*** Record excerpts ***

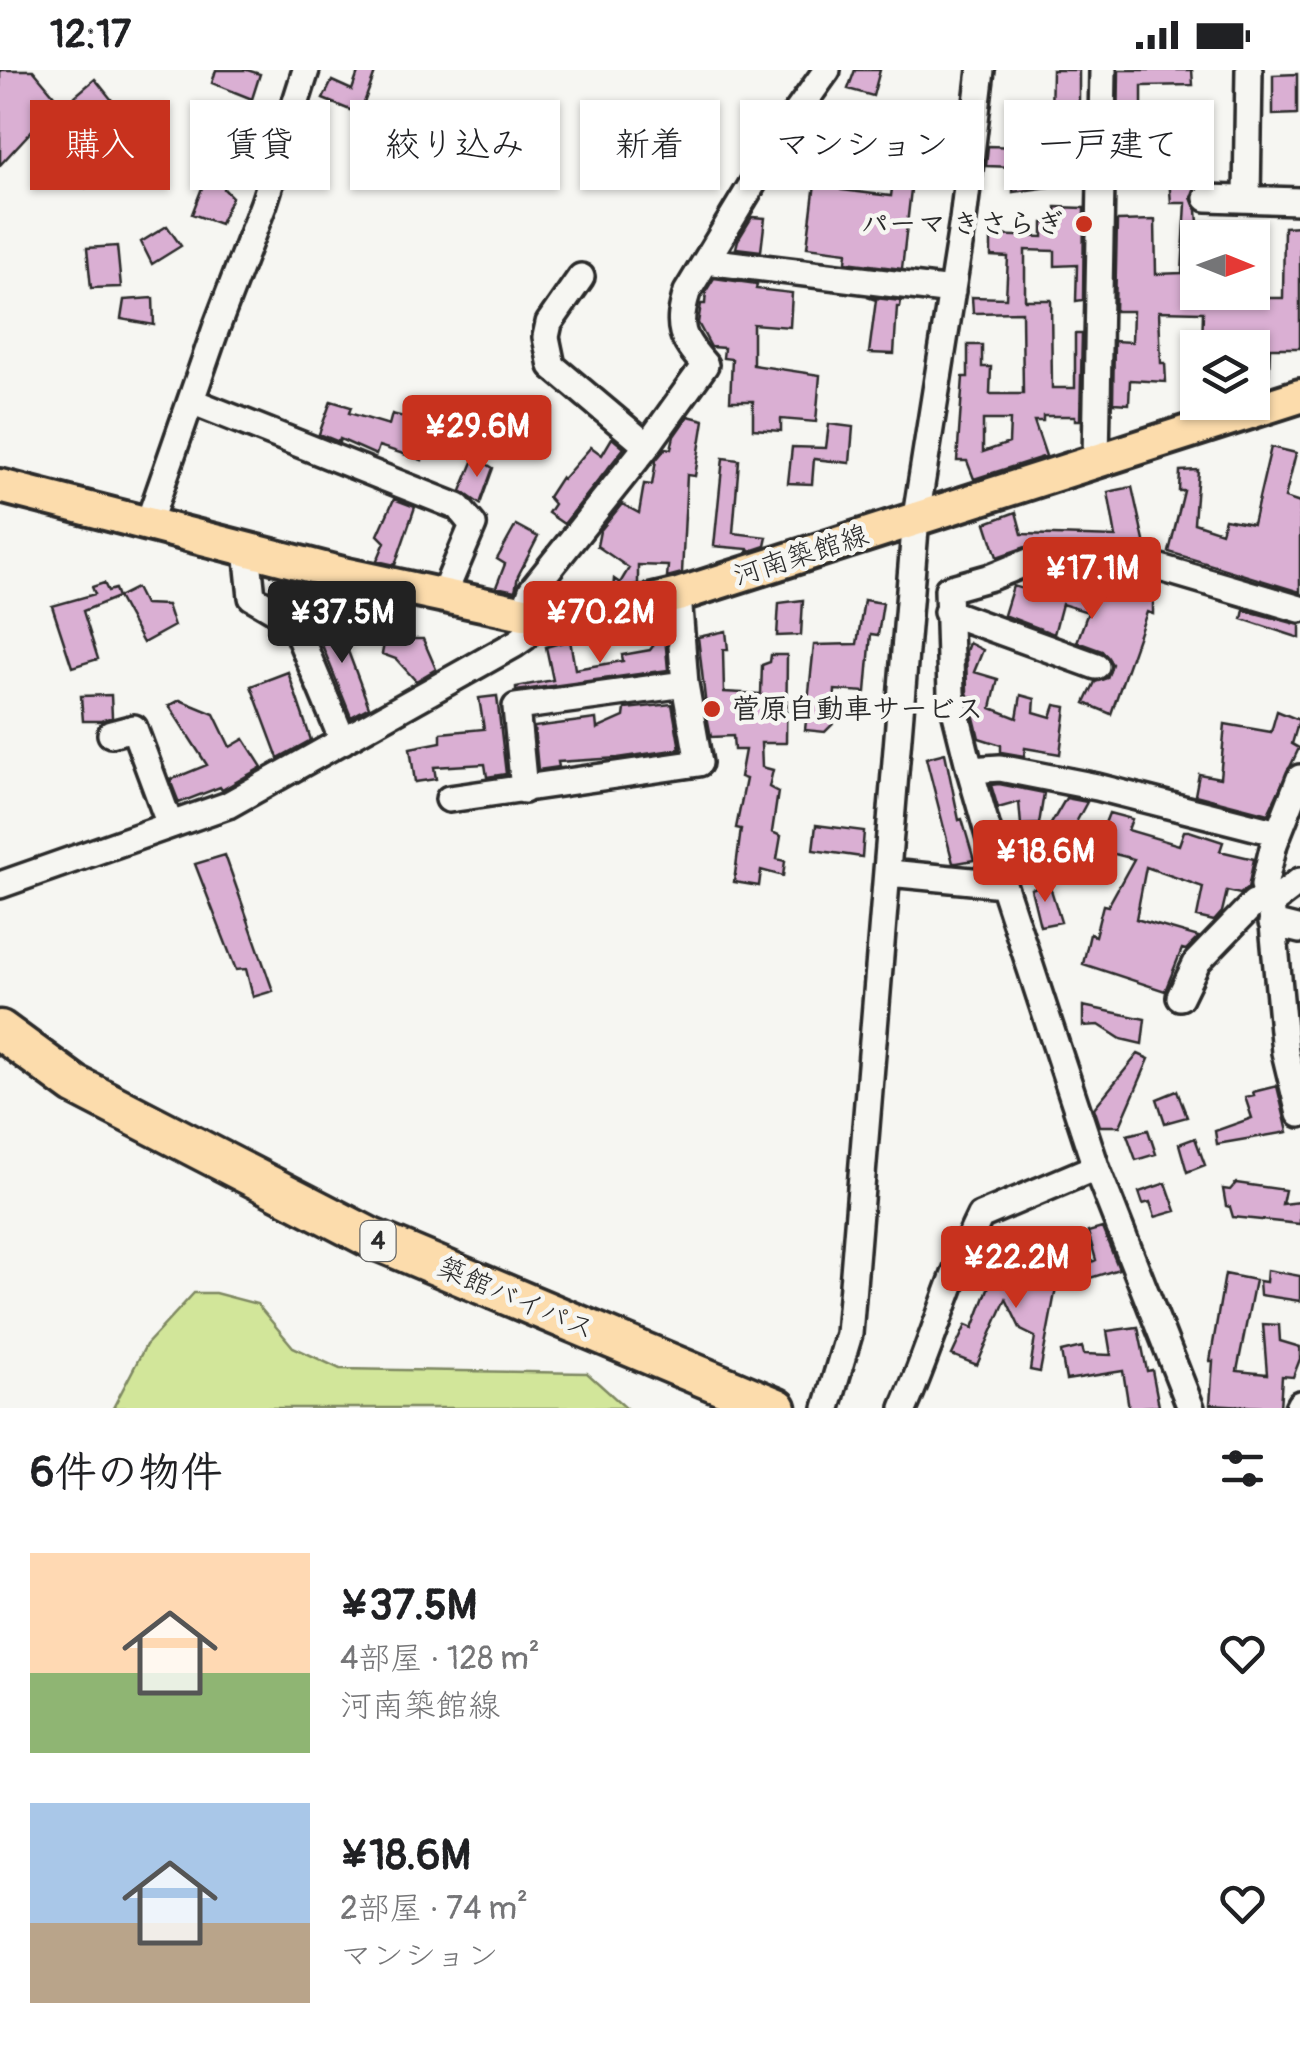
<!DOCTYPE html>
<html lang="ja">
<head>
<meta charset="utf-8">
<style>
  body { margin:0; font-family:Pangolin,"Klee One",sans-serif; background:#f6f6f6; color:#202124; height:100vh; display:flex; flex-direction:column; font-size:38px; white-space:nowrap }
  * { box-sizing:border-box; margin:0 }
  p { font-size:32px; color:#757577 }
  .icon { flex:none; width:55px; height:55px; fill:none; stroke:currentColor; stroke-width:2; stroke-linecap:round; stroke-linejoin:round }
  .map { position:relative; height:1338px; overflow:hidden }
  .sheet { display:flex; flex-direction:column; background:#fff; flex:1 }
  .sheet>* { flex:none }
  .guide { position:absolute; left:30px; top:30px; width:1240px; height:90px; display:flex; gap:20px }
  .needle { width:65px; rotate:91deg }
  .controls { position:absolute; left:1180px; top:150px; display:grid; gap:20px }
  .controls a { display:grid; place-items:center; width:90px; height:90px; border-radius:0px; background:#fff; box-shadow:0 2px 8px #0004; font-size:50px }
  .price { position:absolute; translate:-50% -85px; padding:0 22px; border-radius:10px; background:#c8321e; color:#fff; font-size:32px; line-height:65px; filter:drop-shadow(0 2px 5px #0008) }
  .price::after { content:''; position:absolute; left:50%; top:60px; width:30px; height:22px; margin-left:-15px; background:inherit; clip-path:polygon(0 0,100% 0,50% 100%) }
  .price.active { background:#222; color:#fff }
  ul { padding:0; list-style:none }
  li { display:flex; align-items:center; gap:30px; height:250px; padding:0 30px }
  li span { display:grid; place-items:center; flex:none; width:280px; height:200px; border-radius:0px; color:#555 }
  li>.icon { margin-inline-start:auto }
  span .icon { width:120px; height:120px; fill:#fffc; stroke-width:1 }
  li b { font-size:42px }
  h2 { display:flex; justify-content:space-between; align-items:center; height:120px; padding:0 30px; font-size:42px }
  .chip { padding:0 35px; border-radius:0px; background:#fff; box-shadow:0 2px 8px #0004; font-size:35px; line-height:90px }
  .chip.active { background:#c8321e; color:#fff }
  .status { display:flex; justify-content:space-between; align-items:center; height:70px; padding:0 50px; background:#fff; direction:ltr }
  .status svg { height:28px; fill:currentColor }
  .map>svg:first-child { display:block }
  .green { fill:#d2e69a; stroke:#7e8862; stroke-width:2.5 }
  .building { fill:#daafd3; stroke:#2b2b2b; stroke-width:2.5; fill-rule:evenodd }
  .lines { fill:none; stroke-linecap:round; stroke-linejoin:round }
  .minor-casing { stroke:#2b2b2b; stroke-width:32 }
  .major-casing { stroke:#2b2b2b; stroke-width:40 }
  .highway-casing { stroke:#2b2b2b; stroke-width:45 }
  .minor { stroke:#f6f6f2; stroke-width:25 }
  .major { stroke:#fcdcac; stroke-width:32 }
  .highway { stroke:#fcdcac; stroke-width:38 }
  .poi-dot { fill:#c8321e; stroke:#f6f6f2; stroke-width:4 }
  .labels { text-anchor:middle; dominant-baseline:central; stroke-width:9; stroke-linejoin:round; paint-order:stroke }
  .shield { fill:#f6f6f2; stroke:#686867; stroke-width:2.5 }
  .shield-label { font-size:25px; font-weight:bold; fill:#2b2b2b }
  .poi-label { font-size:28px; font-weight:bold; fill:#2b2b2b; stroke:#f6f6f2; text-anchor:end }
  .street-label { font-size:28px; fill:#2b2b2b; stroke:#f6f6f2 }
</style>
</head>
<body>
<div class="status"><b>12:17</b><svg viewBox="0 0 49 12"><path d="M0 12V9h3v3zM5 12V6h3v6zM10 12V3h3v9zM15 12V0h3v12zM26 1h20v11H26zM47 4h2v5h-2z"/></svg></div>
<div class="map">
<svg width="1300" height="1338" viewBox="0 0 1300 1338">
  <rect width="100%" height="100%" fill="#f6f6f2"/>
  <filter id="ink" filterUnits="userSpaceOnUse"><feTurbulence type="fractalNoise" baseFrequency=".01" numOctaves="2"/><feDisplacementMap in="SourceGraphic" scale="20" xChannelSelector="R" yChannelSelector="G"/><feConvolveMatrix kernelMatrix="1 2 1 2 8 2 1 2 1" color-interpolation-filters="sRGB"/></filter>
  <g filter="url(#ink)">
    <path class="green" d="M194,1223H215L257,1234L293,1277L340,1299L587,1303L626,1338H113L146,1275Z"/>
    <path class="building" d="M0,0H33L59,31L0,95Z
      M216,0H247L260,4L252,29L212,13Z
      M359,0H376L360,44L323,29L332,11L352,20Z
      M855,0H880L873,26L848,19Z
      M1052,0H1079V47H1051Z
      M1119,0H1192L1193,15L1142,16V48L1124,49L1125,68H1118Z
      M1297,4V44L1273,45V5Z
      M95,9L115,34L96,49L75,26Z
      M1018,45L1051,47L1052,97L1080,99L1079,113L1013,122L1014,97L986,96L988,76L1019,77Z
      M813,47L808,110L777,106L804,61Z
      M1163,65L1192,66L1195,117L1191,128L1197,140L1198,153L1203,154V168H1198V222H1227V228H1283L1284,157L1300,156V278H1270L1269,304H1252V278H1202L1203,242L1159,241L1161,293H1165L1166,312L1130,310L1129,334L1113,333L1114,271L1132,272L1133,241H1115L1117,151L1155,150L1156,204L1182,203L1186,133H1171L1169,108H1162Z
      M93,81L105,111L86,118L76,88Z
      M897,81L915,84L902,199L846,192L847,182L807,177L815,113L841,116V120L891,126Z
      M208,102L226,108L224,119L232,127L220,154L192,144Z
      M1056,137L1084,138L1083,230L1076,231L1077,195L1055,196V181L1025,180V230H1051L1052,318H1075V264H1082L1080,350H1075V346H1043V351H1034L1046,386L974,409L967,391H957L963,307H968V275H982V297H991L990,324H1023L1022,242L973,243L972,227L1006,228L1008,187L991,186V165L1043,167V153H1058ZM983,350H1010L1009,373L983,382Z
      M752,147L765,148L761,181L736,178L738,170Z
      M167,156L181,176L152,194L141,172Z
      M117,176L121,217L91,218L87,178Z
      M714,208L757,214L756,219L792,223L790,257L753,254V295L820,305L816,352L781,349V361L753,359V331H730L732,289L723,288L724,278L711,277L698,253L701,234H705L706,221Z
      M867,227L901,231L900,237H897L894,284L869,283L876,230Z
      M153,228L154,255L121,249L124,230Z
      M331,331L351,337L349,343L389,355L392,344L428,353L422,390L379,376L376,385L340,369L339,372L319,364Z
      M688,346L704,350L695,406L687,405L682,503L667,507L668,496L638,495V514L613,520L614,509L620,513L629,498L597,476L600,461L622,434L639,443L644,414L652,415L656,390L666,378L671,379L674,366Z
      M829,354L853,357L850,393L814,389L812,414L788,413L792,377L826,378Z
      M612,368L624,378L564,454L548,443L554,434L548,427L561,407L563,409L591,377L602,385Z
      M1271,377L1296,383L1285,428L1300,433V522L1169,482L1184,421H1179L1180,401L1198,400L1194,453L1221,462L1225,449L1253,454Z
      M475,387L493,398L480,434L461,421Z
      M723,388L739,390L733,463L767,467L765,476L747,482L748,479L714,476Z
      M1132,417L1146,480L1084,479L1037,473L997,487L986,453L1016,442L1022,464L1116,467L1108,422Z
      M394,429L415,437L395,495L377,491L385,472L378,465Z
      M516,455L538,467L518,506L515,521L496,517L505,494L497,489Z
      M1047,507L1153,513V544L1147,542L1111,644L1085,633L1095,612L1107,608L1112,594L1102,581L1077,572L1088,542L1062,534L1054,564L1004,545L1013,516L1044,525Z
      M104,513L108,521L115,519L118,527L83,541L98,589L72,597L52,536L95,524L92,517Z
      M136,518L144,534L167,535L174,556L143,573L118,527Z
      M803,530L801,565L777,566L779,533Z
      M864,530L883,533L878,565L871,564L866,622L835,620L833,654L825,662L805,660L814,575L857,574Z
      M1244,540L1300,555V568L1242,549Z
      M336,549L369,637L351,647L314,555Z
      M726,561L728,580H723L724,622L761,624L762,595L770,592L771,585H787L786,673H761L762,697L773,700L769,717L778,722L772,762L781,766L777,789L785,791L783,806L761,800L759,816L734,812L741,759L736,758L746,709L740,707L745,680H734L733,666L711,667L707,646L698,567Z
      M665,567L668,600L516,621V617L553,610L546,577L570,570L575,599L623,591L622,585L650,580L658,569Z
      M385,569H423L436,599L416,611L396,589L382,584Z
      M969,573L983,580L974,602L998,609L991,638L1017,648L1021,625L1035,629L1034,642L1051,647L1055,635L1066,637L1060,684L1025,678L1024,686L1001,682V675L979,668L972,639L974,628L968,626L967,622L966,581Z
      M288,602L311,670L278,688L251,616Z
      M111,625L112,647L101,651H83L81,626Z
      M497,626L506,704L487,707L485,694L434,697L436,709L415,712L410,678L441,672V663L484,659L479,628Z
      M180,630L214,644L230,677L244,669L262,697L222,720L220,717L179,733L170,710L207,695L169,636Z
      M672,634L680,679L618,688L558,692L559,697L538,700L534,657L596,649L597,659L624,647L625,639Z
      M1277,641L1299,650L1292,674L1299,678L1268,744L1195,725L1199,704L1220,708L1225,654L1271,662Z
      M945,683L959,750L962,749L974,790L957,793H953L926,688Z
      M999,714L1044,723L1039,754L1021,755L1019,732L998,738L991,715Z
      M1066,728L1087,732L1067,769L1048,759Z
      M1109,743L1132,749L1128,760L1179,775L1184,761H1189L1223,772L1220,781L1254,789L1248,818L1240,824L1227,821L1222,842L1214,851L1197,847L1203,817L1146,797L1136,849L1199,867L1186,880L1182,879L1165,921L1083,894L1090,864L1095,866L1103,835L1108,836L1134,789L1095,779Z
      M816,755L864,761L862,787L813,780Z
      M225,785L273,921L253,927L246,899L236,900L195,794Z
      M1049,813L1061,852L1040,856L1031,819Z
      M1083,936L1145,949L1142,974L1121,969L1099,955L1083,956Z
      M1138,984L1149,989L1120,1056H1100L1094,1038Z
      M1277,1016L1288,1062L1217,1074L1215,1061L1252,1048L1245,1027L1254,1025L1253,1022Z
      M1177,1021L1187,1047L1165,1053L1157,1029Z
      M1148,1060L1156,1084L1136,1090L1127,1065Z
      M1195,1068L1205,1095L1187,1102L1179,1074Z
      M1166,1113L1176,1141L1155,1147L1150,1132L1143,1134L1139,1122Z
      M1236,1113L1285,1120L1282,1134L1300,1132V1154L1233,1147L1230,1137L1226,1136L1223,1119L1230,1120Z
      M1102,1158L1119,1199L1087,1209L1083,1196L1096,1190L1088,1162Z
      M998,1170L1015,1177L1000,1207L987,1201Z
      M1040,1181L1062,1186L1040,1302L1030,1300L1035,1267L1021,1260L1006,1229L977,1295L952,1285L966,1255L973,1258L992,1208L1024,1221Z
      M1267,1200L1300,1206V1231L1260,1225L1259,1211L1266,1212Z
      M1225,1204L1255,1210L1237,1301L1267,1304L1263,1254L1279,1255L1280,1271L1300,1277V1289L1293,1307L1282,1306L1280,1338L1210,1334L1213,1291H1210Z
      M1138,1257L1147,1301L1152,1300L1159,1336L1129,1338L1123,1301L1066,1310L1061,1282L1082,1277L1084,1284L1111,1285L1107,1261Z"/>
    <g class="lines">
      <defs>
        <path id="minor" d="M1207,128L1300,131
          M1247,128L1249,0
          M706,191L952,221
          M581,207L549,253L546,267L552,296L647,376
          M191,331L458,437L473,455L443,526
          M1096,390L1103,0
          M148,454L216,258L264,133L306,0
          M247,479L252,527L293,551L343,671
          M947,542L1096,596
          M524,543L532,520L647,376L705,295C681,268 676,258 687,222L790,52L827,0
          M111,664L134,658L170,755
          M970,700L1000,698L1097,717L1278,763
          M524,720L516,637L685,614
          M449,729L699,693L685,614L678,525
          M889,803L1003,814
          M1300,811L1271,833L1285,982L1300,1044
          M0,815L228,735L515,574L525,567L533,544
          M1272,853L1300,860
          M1180,927L1197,892L1254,833H1271L1264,815L1274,774L1300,708
          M1096,1097L1191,1338
          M827,1338L849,1264L916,447L963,150L981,0
          M904,1338C932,1275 950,1207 980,1146L1096,1097L1003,814L970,700L951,624L948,519L991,507L1036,489L1083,495L1157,497L1300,539
          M1298,1338L1300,1334"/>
        <path id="major" d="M0,416L347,505L524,543L570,545L602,543L678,525L1300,326"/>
        <path id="highway" d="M0,960L75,1015L371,1168L777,1338"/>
      </defs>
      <use href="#minor" class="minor-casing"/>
      <use href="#major" class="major-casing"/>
      <use href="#highway" class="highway-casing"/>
      <use href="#minor" class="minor"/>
      <use href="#major" class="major"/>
      <use href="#highway" class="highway"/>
    </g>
  </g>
  <g class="poi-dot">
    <circle cx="1084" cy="154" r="10"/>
    <circle cx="712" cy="639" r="10"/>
  </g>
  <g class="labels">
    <rect class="shield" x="360.5" y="1151" width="35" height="40" rx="8"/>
    <g class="shield-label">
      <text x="378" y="1171">4</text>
    </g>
    <g class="poi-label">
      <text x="1064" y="154">パーマ きさらぎ</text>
      <text x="732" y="639" text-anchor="start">菅原自動車サービス</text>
    </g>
    <g class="street-label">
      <text transform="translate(801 486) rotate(-18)">河南築館線</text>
      <text transform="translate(516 1229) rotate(23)">築館バイパス</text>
    </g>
  </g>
</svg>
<div class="controls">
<a><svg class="needle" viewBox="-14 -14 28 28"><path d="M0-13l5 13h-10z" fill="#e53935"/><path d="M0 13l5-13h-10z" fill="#757577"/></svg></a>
<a><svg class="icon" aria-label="layers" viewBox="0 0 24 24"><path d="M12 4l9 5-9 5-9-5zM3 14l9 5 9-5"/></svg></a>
</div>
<b class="price" style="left:477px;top:410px">¥29.6M</b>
<b class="price" style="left:1092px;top:552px">¥17.1M</b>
<b class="price active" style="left:342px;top:596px">¥37.5M</b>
<b class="price" style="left:600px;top:596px">¥70.2M</b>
<b class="price" style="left:1045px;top:835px">¥18.6M</b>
<b class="price" style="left:1016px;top:1241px">¥22.2M</b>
<div class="guide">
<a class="chip active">購入</a>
<a class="chip">賃貸</a>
<a class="chip">絞り込み</a>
<a class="chip">新着</a>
<a class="chip">マンション</a>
<a class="chip">一戸建て</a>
</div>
</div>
<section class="sheet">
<h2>6件の物件<svg class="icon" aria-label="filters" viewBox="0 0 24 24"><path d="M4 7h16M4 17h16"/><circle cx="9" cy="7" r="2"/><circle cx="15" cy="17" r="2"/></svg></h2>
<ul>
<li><span style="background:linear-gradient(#ffd9b3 60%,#8fb573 0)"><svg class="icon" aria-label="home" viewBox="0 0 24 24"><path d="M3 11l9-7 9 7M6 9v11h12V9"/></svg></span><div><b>¥37.5M</b><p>4部屋 · 128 m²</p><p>河南築館線</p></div><svg class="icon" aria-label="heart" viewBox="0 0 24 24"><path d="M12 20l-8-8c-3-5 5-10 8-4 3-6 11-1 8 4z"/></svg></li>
<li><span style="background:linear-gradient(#a9c7e8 60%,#b9a48a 0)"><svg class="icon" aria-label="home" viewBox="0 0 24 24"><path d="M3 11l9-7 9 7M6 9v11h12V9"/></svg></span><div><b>¥18.6M</b><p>2部屋 · 74 m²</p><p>マンション</p></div><svg class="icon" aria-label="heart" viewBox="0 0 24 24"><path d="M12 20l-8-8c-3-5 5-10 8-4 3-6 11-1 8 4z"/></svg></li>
</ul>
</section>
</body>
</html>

***

Required action: Above are the entries. Copy exactly the part that opens with the line containing "2 1 2 8 2 1" and closes with the line containing "M1297,4V44L1273,45V5Z", and no more.

Task solution:
  <filter id="ink" filterUnits="userSpaceOnUse"><feTurbulence type="fractalNoise" baseFrequency=".01" numOctaves="2"/><feDisplacementMap in="SourceGraphic" scale="20" xChannelSelector="R" yChannelSelector="G"/><feConvolveMatrix kernelMatrix="1 2 1 2 8 2 1 2 1" color-interpolation-filters="sRGB"/></filter>
  <g filter="url(#ink)">
    <path class="green" d="M194,1223H215L257,1234L293,1277L340,1299L587,1303L626,1338H113L146,1275Z"/>
    <path class="building" d="M0,0H33L59,31L0,95Z
      M216,0H247L260,4L252,29L212,13Z
      M359,0H376L360,44L323,29L332,11L352,20Z
      M855,0H880L873,26L848,19Z
      M1052,0H1079V47H1051Z
      M1119,0H1192L1193,15L1142,16V48L1124,49L1125,68H1118Z
      M1297,4V44L1273,45V5Z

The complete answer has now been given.